Effect of Seed Pre-Sowing Treatments on the Germination and Early Growth of Albizia Lebbeck Seeds

Joyce Kwakye¹, Sydney Stanley Blankson¹

¹Kwame Nkrumah University of Science and Technology, Department of Agroforestry, Kumasi, Ghana

*E-mail: efyajoyce98@gmail.com 

Received: Feb. 01, 2022. Revised: Mar. 16, 2022. Accepted: Mar. 17, 2022. Published online: Mar. 30, 2022 

ABSTRACT. Albizia lebbeck is a multipurpose tree that has many benefits for the environment and the end user. The extent to which this tree species is cultivated is very low due to seed coat dormancy, which causes a longer germination period and late seedling growth. This research was done at Kwame Nkrumah University of Science and Technology, located in Kumasi, Ghana, at the Department of Horticulture, to ascertain the effect of seed pretreatment on germination and early seedling growth. Germination was observed in seeds pretreated with hot water (100º) for 1 minute (T1), dry heat (90º) for 2 minutes (T2), in 6% hydrogen peroxide solution for 30 minutes (T3), cold water at room temperature for 24 hours (T4) and untreated seed (T5) as the control. The experiment was conducted using a randomised complete block design (RCBD) with three replications. The data obtained for seed germination percentage were statistically analysed using one-way analysis of variance in Statistix 7.0 software, and the least significant difference at 5% probability level was used to separate the means of height, collar diameter and number of leaves. A comparison between the pretreated and control seeds showed no significant difference (P > 0.05) on germination percentage, germination rate, and root and shoot dry weights of Albizia lebbeck. However, it had a positive influence (P < 0.05) on early growth characteristics. Seeds soaked in cold water (T4) had maximum early seedling growth. Hydrogen peroxide treatment (T3) yielded the highest collar diameter growth. Hot water treatment (T1) had the lowest height, collar diameter and number of leaves. Cold water at room temperature should be encouraged as a pretreatment method for the early growth of Albizia lebbeck seedlings.

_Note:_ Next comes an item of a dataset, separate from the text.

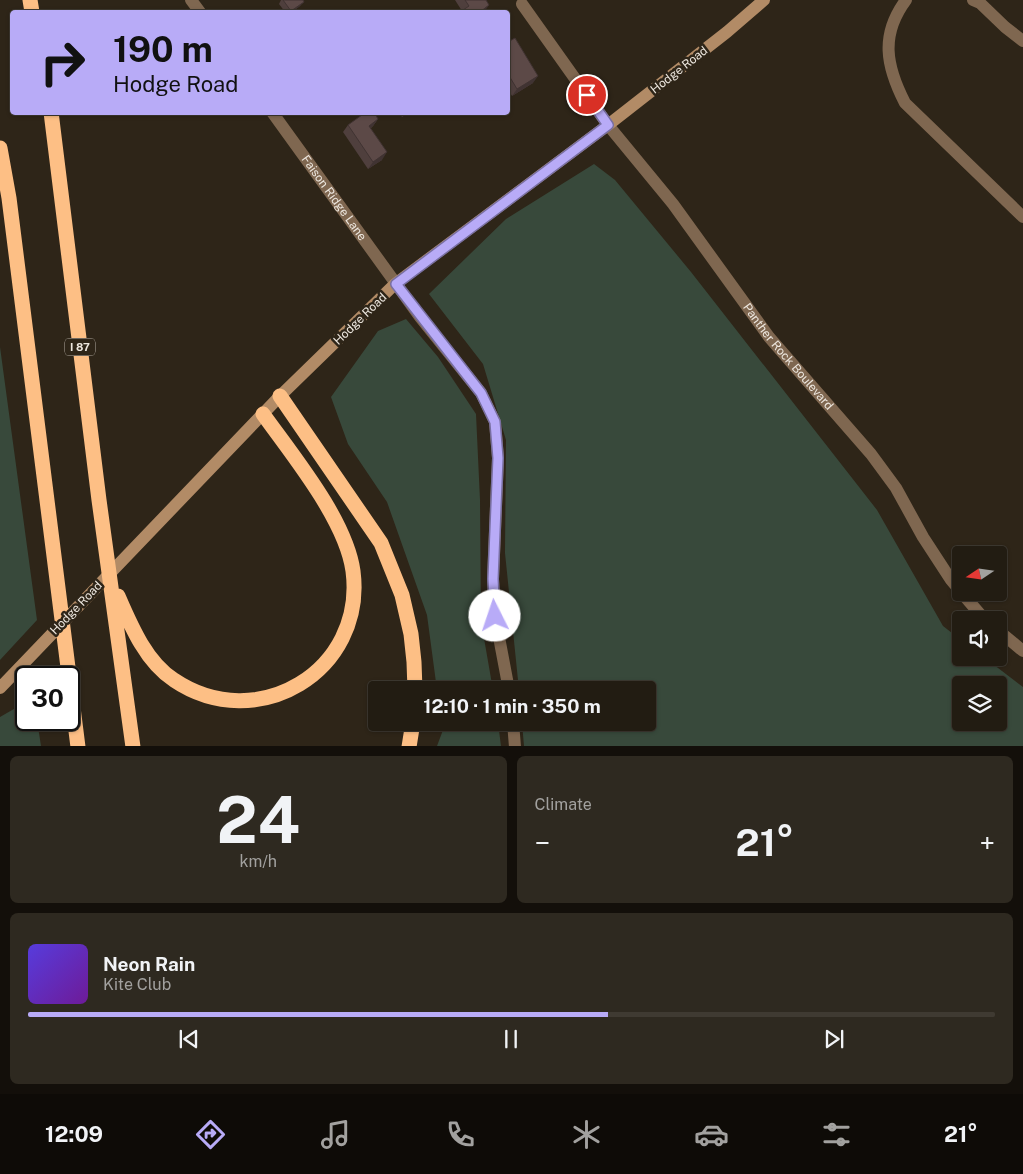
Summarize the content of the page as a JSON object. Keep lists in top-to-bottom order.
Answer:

Keywords: Albizia lebbeck, Pre-sowing treatments, Germination, Early growth.

 

INTRODUCTION

Trees have been cultivated for hundreds of years, but their role in improving quality of life has never been recognised (Ahmad et al., 2015). Today, however, we are facing alarming population growth and food shortages, as well as environmental problems, such as global warming; thus, there is a need to plant more trees and ensure that they benefit the environment and the end user (Ahmad et al., 2015).

Seed has been considered the basis and simplest form of plant regeneration, conservation and dissemination. The seed phase is the most important stage in the life cycle of most species for survival, dormancy and germination, but to achieve these purposes, the seed must germinate when conditions are optimal for seedling development and subsequent plant growth. However, during this period, germination is inhibited by various dormancy mechanisms (Depali et al., 2007); therefore, seeds are treated. Germination in some species growing in semi-arid and arid areas of the tropics is very poor due to seed coat dormancy. Seeds are treated to ensure that they germinate quickly and evenly. Pretreatment techniques have been devised and described for several species; however, dormancy is still a problem for many tropical species due to low germination rates, a lack of general knowledge of their seed physiology and partly to dormancy variability (Azad et al., 2006). Pretreatment techniques often need to be adapted to individual species and seed lots based on experience and experimentation (Azad et al., 2006) to resolve the low germination rate for several tropical species, including Albizia lebbeck.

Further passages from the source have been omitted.